Can I start feedback from Slack?

Yes. Use the Slack Give Feedback message menu action, Slack shortcuts, or /cl_give_feedback.

Can I give feedback from connected tools like Jira or GitHub?

Yes. Use Add to ClarityLoop to attach work context, then continue in ClarityLoop.

Can I respond to a feedback request from a notification?

Yes. Request notifications and nudges include a direct path to respond.

Can AI write the first draft for me?

Yes. Use Generate to create a draft, then edit before sending.

Can I share the draft informally before sending in ClarityLoop?

Yes. In Preview, use Copy for Slack or Copy for Email to share it informally first.

Can I set sentiment while sending feedback?

Yes. In Preview, you can adjust the sentiment score before final send.

Can I share feedback publicly with the whole workspace?

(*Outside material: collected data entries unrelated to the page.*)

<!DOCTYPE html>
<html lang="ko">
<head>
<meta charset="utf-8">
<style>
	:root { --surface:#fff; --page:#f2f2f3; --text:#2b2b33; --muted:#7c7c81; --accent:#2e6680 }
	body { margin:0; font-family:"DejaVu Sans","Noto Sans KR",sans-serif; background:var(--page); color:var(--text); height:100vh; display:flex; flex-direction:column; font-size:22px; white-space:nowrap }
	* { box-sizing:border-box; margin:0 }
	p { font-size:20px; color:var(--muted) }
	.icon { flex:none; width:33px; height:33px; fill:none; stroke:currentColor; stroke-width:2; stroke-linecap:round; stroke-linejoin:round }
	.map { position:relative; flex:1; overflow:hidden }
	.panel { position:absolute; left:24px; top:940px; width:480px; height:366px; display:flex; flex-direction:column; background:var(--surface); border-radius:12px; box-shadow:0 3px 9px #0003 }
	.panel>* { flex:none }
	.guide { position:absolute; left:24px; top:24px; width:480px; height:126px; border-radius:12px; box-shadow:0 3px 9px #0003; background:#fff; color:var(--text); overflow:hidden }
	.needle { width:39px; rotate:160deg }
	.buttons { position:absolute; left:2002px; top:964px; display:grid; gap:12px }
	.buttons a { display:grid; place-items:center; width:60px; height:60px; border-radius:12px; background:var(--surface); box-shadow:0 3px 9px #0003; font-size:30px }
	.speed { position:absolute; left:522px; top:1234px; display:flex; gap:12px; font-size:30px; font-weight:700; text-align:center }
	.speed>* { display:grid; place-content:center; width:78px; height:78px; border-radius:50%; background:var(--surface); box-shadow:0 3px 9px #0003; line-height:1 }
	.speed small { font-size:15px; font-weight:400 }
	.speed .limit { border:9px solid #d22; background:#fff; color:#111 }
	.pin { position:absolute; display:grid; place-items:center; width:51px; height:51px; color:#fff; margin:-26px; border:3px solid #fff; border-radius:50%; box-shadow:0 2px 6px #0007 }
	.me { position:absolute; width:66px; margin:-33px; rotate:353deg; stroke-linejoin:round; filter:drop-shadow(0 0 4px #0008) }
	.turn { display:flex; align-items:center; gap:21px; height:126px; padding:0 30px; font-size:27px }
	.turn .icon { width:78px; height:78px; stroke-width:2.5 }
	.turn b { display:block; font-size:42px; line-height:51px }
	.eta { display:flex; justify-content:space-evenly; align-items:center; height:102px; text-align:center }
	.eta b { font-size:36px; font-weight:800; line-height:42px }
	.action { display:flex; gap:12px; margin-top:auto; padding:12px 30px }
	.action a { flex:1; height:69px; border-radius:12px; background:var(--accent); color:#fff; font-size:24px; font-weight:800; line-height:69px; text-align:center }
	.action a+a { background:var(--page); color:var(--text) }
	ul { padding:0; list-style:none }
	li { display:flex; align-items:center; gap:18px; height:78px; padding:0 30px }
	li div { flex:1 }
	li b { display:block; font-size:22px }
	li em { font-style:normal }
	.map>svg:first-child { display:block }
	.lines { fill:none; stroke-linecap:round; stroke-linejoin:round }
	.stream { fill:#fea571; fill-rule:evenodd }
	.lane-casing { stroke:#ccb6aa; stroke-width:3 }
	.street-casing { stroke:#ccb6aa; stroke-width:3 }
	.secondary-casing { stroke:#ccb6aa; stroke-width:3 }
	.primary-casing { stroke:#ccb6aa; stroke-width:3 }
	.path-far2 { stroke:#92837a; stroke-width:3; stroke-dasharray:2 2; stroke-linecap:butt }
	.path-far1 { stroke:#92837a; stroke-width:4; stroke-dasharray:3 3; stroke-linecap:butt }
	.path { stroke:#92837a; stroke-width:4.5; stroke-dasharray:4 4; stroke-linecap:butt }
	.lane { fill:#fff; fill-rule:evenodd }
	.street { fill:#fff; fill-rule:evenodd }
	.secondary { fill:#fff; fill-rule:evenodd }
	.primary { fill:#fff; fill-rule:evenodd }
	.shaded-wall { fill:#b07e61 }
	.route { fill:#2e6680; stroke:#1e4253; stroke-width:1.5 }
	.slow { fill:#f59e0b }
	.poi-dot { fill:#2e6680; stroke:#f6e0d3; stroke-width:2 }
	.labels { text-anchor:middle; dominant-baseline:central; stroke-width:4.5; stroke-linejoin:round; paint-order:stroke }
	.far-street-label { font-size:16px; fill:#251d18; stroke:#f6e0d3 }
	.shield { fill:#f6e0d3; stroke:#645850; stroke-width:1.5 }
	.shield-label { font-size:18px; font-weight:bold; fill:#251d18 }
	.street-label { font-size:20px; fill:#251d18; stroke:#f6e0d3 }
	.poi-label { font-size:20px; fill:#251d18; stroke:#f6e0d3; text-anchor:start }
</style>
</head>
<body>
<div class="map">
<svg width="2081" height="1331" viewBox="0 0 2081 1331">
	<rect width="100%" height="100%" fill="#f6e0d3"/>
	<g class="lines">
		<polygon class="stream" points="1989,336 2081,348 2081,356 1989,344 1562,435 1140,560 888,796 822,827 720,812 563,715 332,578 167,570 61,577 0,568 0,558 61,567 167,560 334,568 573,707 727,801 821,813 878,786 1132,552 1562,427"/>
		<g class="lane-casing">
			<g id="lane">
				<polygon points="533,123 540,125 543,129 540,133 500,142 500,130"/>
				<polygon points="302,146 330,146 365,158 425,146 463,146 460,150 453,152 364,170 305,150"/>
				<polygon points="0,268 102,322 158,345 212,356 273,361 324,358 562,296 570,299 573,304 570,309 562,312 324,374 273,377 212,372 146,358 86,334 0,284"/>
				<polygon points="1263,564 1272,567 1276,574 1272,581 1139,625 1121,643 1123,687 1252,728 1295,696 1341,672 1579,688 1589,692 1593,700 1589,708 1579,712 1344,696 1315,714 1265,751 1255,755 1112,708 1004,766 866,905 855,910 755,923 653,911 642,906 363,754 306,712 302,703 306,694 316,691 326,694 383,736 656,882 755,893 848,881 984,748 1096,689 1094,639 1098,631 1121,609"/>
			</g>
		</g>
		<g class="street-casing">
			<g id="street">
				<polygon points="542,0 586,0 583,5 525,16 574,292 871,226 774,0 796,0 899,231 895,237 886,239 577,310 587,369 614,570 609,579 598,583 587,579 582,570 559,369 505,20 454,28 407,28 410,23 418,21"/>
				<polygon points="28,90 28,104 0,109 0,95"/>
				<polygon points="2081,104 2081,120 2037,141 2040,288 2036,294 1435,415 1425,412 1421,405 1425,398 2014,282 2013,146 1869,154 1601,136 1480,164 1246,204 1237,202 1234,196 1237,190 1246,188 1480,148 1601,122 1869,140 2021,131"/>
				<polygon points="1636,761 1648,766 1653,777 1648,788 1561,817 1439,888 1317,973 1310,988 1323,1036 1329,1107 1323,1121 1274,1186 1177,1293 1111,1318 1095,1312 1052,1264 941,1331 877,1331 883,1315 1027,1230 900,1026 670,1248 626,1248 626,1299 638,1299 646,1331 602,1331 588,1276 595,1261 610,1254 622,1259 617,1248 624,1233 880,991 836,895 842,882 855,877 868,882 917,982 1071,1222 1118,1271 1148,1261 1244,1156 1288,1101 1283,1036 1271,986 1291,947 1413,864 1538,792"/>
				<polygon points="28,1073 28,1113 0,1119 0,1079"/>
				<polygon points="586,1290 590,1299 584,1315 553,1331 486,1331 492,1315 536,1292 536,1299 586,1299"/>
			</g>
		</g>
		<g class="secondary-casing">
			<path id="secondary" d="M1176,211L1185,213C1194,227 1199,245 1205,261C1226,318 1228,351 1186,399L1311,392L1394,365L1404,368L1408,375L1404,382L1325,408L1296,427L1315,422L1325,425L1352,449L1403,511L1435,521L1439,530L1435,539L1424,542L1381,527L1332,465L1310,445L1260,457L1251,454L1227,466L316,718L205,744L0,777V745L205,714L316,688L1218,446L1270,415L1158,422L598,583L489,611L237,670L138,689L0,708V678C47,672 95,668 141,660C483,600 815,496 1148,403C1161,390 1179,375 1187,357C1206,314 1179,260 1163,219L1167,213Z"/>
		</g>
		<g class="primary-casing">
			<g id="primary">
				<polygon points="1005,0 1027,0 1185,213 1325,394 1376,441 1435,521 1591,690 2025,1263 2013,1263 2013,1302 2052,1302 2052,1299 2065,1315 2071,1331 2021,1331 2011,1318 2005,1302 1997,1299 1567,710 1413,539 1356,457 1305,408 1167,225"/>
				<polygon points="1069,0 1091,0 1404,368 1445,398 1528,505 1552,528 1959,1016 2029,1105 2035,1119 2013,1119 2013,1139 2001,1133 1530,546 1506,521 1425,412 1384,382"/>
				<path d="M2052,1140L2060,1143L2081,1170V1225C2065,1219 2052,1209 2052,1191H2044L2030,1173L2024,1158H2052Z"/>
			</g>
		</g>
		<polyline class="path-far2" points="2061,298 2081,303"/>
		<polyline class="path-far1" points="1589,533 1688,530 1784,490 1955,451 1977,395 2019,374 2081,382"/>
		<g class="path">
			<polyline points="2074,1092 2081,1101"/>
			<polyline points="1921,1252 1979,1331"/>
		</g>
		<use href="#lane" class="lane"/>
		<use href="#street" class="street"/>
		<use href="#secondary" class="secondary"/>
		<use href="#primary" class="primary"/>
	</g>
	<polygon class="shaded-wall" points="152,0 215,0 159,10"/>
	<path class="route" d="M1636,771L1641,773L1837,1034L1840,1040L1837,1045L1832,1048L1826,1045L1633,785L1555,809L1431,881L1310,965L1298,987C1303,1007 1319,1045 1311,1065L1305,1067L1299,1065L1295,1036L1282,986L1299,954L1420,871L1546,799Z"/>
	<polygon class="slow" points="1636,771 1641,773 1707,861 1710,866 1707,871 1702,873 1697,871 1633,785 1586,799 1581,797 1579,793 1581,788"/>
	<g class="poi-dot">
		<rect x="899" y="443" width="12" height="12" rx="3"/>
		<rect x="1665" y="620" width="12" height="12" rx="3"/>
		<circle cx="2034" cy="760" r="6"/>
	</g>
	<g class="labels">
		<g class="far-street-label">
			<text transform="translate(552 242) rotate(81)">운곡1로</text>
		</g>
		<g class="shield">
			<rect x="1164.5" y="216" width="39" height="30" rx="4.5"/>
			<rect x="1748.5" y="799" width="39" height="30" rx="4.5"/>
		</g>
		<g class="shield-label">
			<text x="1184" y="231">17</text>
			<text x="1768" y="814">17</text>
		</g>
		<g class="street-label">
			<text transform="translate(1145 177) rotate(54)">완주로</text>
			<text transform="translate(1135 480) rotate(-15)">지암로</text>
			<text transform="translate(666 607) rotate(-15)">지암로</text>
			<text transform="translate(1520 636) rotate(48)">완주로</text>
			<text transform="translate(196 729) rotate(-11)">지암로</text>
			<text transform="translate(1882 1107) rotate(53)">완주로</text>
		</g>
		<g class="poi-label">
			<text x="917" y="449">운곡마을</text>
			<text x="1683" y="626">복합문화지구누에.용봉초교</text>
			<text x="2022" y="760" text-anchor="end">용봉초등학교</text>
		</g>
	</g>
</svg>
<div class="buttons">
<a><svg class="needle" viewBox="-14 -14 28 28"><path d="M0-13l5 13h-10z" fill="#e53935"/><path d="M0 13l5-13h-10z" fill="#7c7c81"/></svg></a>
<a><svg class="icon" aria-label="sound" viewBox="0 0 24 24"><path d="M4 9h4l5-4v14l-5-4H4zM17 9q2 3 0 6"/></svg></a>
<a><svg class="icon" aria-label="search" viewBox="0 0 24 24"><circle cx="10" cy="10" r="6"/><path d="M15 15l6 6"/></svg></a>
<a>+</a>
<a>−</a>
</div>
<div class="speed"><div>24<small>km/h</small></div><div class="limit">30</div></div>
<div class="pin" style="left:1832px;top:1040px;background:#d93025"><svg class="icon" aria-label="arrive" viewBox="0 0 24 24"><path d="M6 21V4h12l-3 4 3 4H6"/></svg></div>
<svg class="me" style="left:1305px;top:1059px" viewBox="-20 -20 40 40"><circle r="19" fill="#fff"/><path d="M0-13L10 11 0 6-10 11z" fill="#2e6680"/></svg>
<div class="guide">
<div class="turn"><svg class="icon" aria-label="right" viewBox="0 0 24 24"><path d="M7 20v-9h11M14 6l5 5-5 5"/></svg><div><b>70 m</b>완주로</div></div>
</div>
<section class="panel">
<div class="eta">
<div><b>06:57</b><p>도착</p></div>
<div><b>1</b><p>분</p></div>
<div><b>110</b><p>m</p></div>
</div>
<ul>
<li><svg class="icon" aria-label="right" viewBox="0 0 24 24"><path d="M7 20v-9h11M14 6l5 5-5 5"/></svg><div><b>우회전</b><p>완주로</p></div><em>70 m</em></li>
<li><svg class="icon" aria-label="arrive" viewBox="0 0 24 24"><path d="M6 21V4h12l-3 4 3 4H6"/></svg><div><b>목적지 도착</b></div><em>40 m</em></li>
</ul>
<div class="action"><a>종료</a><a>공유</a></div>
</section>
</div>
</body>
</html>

Yes. Choose public workspace sharing in Preview. This creates a workspace announcement.

Can visibility be expanded later after sending?

Yes. Recipients can share eligible feedback with their manager later, and managers can share manager-only feedback with a direct report when appropriate.

Will ClarityLoop notify me when it detects good moments to give feedback?

It can surface feedback opportunities through weekly pulse notifications (email/slack, based on your settings).

Can I keep feedback as draft and send later?

Yes. Drafts are editable and can be sent when ready.

Can I add context later?

Yes, while feedback is still in Draft. Sent feedback has limited edit options.

What if I sent feedback to the wrong audience?

Open the feedback and use Mark Feedback as Cancelled, then create and send an updated one.

Can people react to feedback?

Yes. Recipients can react, and reactions are visible to the sender.